GOP quick to exploit Rezko ties to Obama

Published: 6/4/2008 10:43 PM

Echoes of the Antoin "Tony" Rezko verdict had barely faded in the courtroom Wednesday before Republicans began e-mailing.

"Today's verdict and Obama's friendship with Rezko raise serious questions about whether he has the judgment to serve as president," wrote Republican National Committee chairman Robert M. "Mike" Duncan.

Within three hours, the GOP National Committee was circulating a Web video titled "Obama's money man."

Obama issued a statement calling himself "saddened" by the verdict, but the newly crowned Democratic presidential nominee began to take steps months ago to distance himself from his friend and former fundraiser.

Since Rezko's 24-count federal corruption indictment in October 2006, Obama has given to charity about $250,000 in campaign funds raised for him by Rezko.

The two have a relationship dating back more than 15 years. When Obama was still attending Harvard Law School, Rezko offered him a job, which Obama declined. When Obama moved back to Chicago and became a community organizer on the city's South Side, he performed a few hours of legal work for Rezko.

Barack and Michelle Obama socialized occasionally with Tony and Rita Rezko, and Rezko was an early contributor to Obama's 1996 state senate campaign. By 2004, when Obama sought a U.S. Senate seat, Rezko had become a major fundraiser.

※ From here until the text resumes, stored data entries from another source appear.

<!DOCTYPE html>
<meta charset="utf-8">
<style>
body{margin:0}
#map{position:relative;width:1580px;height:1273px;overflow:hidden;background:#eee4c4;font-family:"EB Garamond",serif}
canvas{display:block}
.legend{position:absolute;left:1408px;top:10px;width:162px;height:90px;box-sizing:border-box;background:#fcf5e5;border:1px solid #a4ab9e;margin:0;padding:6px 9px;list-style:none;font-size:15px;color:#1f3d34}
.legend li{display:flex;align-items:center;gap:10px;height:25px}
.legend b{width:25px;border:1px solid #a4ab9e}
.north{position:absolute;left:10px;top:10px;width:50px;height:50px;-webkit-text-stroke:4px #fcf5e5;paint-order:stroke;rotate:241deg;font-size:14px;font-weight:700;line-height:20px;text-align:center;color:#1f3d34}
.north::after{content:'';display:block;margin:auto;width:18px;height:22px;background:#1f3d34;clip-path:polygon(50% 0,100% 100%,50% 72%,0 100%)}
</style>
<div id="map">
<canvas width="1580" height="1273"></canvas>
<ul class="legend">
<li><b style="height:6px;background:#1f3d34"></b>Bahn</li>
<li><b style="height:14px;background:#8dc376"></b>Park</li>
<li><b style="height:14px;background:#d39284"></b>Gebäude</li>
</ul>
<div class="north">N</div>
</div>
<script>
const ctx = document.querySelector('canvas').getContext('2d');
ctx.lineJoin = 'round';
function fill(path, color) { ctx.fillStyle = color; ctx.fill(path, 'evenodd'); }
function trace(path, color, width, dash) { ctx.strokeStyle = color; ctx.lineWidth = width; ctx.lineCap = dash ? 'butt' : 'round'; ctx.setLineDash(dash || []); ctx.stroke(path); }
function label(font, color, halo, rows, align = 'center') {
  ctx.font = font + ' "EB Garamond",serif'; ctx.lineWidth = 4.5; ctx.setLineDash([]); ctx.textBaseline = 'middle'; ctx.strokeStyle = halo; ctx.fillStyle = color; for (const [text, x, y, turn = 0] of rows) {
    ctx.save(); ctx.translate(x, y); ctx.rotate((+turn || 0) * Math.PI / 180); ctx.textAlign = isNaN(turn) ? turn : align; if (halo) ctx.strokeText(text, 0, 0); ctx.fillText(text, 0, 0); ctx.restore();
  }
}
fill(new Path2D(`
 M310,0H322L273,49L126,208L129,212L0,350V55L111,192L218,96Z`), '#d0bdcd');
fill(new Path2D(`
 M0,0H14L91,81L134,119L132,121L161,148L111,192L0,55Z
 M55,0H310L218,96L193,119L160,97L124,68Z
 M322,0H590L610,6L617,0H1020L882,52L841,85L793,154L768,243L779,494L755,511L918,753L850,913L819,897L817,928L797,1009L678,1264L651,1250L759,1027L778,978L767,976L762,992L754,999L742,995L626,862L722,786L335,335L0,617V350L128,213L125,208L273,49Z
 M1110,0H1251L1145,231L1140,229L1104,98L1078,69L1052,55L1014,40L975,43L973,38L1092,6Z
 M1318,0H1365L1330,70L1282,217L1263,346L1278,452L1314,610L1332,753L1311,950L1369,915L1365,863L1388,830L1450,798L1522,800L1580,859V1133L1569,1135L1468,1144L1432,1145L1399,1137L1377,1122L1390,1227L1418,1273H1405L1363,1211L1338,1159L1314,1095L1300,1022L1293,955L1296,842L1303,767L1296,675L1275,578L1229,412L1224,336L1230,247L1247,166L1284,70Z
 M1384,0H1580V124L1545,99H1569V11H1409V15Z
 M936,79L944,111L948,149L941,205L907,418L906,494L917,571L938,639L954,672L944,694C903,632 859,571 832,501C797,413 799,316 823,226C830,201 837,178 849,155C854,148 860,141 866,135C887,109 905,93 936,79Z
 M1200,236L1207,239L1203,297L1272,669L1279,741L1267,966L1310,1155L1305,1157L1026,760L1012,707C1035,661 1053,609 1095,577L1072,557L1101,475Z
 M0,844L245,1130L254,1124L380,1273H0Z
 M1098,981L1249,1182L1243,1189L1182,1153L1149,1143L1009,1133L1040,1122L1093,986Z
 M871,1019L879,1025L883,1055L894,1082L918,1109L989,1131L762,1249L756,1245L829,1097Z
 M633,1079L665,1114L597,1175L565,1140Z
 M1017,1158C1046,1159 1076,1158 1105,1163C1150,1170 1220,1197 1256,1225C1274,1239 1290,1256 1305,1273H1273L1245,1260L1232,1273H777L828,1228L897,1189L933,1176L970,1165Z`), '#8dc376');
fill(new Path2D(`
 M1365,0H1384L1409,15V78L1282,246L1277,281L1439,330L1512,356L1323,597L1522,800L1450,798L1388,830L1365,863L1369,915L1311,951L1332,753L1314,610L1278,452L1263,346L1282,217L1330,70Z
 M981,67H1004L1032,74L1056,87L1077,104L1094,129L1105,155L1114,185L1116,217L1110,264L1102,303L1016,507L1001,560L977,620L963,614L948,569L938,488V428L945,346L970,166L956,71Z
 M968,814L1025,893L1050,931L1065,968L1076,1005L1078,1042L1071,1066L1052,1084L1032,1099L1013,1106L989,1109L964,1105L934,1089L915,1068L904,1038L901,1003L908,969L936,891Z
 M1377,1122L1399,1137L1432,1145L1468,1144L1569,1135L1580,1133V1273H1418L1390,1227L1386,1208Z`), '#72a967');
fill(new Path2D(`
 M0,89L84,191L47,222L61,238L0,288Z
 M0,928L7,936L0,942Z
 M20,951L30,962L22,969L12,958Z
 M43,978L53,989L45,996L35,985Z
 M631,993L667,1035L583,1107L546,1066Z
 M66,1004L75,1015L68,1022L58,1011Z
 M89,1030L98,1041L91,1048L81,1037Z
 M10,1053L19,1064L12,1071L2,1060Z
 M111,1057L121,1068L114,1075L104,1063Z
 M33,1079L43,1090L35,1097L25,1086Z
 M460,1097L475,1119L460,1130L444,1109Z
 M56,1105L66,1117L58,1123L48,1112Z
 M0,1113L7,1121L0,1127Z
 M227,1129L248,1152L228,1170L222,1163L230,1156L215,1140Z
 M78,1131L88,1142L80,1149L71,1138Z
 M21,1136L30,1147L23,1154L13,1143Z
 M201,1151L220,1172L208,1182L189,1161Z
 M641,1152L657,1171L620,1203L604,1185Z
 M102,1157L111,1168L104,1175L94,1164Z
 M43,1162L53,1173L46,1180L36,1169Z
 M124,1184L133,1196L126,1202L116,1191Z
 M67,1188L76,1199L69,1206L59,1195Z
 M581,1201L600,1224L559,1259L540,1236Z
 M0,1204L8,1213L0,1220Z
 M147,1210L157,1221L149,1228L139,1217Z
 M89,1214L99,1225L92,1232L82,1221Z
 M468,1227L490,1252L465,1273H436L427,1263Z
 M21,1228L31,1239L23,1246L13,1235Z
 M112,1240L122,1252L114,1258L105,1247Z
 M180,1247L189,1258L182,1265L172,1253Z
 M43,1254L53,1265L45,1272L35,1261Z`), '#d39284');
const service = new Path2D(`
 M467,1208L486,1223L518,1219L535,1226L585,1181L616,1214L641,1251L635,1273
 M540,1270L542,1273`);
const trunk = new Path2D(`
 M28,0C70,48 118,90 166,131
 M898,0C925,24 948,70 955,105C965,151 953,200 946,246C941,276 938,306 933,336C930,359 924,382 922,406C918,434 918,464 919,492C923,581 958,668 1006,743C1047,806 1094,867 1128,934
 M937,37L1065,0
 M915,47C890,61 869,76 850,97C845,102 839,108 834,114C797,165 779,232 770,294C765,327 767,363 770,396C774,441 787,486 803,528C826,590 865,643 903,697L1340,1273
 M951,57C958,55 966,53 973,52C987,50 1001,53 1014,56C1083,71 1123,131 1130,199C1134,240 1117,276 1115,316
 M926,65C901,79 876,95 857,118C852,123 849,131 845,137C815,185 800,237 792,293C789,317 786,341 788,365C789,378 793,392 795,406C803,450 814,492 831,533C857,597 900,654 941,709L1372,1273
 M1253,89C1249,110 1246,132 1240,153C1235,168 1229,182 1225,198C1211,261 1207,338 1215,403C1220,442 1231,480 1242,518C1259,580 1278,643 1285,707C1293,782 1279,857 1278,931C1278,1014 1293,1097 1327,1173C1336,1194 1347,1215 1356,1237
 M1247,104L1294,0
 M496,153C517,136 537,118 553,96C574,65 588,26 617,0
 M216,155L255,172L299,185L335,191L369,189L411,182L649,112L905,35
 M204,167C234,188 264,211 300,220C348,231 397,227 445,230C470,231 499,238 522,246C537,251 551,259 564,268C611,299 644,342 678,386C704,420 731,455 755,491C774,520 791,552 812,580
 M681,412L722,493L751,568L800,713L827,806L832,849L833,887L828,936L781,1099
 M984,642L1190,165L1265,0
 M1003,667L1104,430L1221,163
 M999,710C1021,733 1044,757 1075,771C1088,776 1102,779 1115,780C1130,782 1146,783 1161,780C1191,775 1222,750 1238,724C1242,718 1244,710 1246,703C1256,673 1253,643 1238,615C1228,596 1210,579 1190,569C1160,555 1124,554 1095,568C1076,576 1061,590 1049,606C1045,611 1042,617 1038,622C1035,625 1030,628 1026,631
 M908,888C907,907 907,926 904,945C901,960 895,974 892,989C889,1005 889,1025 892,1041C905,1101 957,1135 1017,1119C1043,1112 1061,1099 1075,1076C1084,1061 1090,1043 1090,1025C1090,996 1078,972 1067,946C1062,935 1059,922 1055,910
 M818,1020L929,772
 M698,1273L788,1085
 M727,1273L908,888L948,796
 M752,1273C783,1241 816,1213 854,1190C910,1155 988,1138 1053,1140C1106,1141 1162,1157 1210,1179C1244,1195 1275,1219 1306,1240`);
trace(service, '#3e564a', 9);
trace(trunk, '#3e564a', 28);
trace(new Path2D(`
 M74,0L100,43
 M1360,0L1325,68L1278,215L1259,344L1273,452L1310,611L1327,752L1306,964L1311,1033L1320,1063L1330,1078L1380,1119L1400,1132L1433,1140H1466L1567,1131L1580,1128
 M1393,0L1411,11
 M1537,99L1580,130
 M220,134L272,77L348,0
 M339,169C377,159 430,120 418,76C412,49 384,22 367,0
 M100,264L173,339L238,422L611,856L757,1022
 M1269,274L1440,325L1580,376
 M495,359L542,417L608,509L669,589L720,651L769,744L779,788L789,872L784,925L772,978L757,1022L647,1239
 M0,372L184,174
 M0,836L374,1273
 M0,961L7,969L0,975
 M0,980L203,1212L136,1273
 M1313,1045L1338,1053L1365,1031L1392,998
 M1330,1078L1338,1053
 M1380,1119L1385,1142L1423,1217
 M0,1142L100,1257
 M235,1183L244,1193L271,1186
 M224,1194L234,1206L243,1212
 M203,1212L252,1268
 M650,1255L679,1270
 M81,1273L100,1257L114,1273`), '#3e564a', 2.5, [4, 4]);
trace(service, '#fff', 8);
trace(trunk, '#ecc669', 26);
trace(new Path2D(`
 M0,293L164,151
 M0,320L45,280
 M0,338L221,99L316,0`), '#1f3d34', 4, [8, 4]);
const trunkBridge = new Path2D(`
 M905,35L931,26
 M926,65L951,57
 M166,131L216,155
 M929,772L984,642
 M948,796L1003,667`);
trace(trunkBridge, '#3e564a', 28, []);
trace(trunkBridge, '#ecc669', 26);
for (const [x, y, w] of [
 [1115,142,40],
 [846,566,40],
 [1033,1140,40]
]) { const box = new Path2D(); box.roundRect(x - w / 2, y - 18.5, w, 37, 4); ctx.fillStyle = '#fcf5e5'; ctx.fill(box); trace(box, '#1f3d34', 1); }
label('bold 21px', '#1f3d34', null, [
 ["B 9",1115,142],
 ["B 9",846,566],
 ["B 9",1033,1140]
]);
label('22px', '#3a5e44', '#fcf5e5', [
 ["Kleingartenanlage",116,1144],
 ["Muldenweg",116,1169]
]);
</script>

In 2005, when Obama wanted to purchase a Hyde Park home, Rezko bought the adjoining vacant lot -- some have suggested to make the deal more affordable for the Obamas. Rezko later sold a portion of the lot to Obama, giving the senator and his family a larger side yard and enhanced privacy.

Rezko had not yet been indicted, but Obama later admitted that the arrangement and transaction, while legal, had been "boneheaded."

There never has been any suggestion that Obama might be charged with any wrongdoing in connection with Rezko, who was convicted Wednesday on 16 of the 24 counts.

Obama's name surfaced only infrequently during the trial. At one point, star prosecution witness Stuart Levine testified that Obama and his wife attended an April 2004 party Rezko hosted for Nadhmi Auchi, an Iraqi-born tycoon now living in London.

The testimony suggested that Rezko hoped to exploit the skyrocketing popularity of Obama, who recently had won the Democratic nomination for U.S. Senate from Illinois, to help persuade Auchi to invest in Rezko-owned property in Chicago's South Loop.

An Obama spokesman said the candidate did not recall attending the party.

While Republicans hope for traction on Obama's Rezko connection, some observers think that will enjoy limited success.

"There is some collateral damage because there is this association with Rezko and now Rezko is convicted; it's not just that somebody Obama dealt with has been indicted," said Kent Redfield, of the University of Illinois-Springfield.

"But nothing in this is directly related to Obama. There certainly, though, will be an effort by Republicans to define Obama as just another corrupt Chicago politician."

Democratic strategist Kitty Kurth said: "Tony Rezko was very interested in helping Tony Rezko. I don't see any broader implications. If I were putting on my strategist's hat, I would be far more worried about John McCain's relationship with (savings and loan scandal figure) Charles Keating than Barack Obama's with Tony Rezko."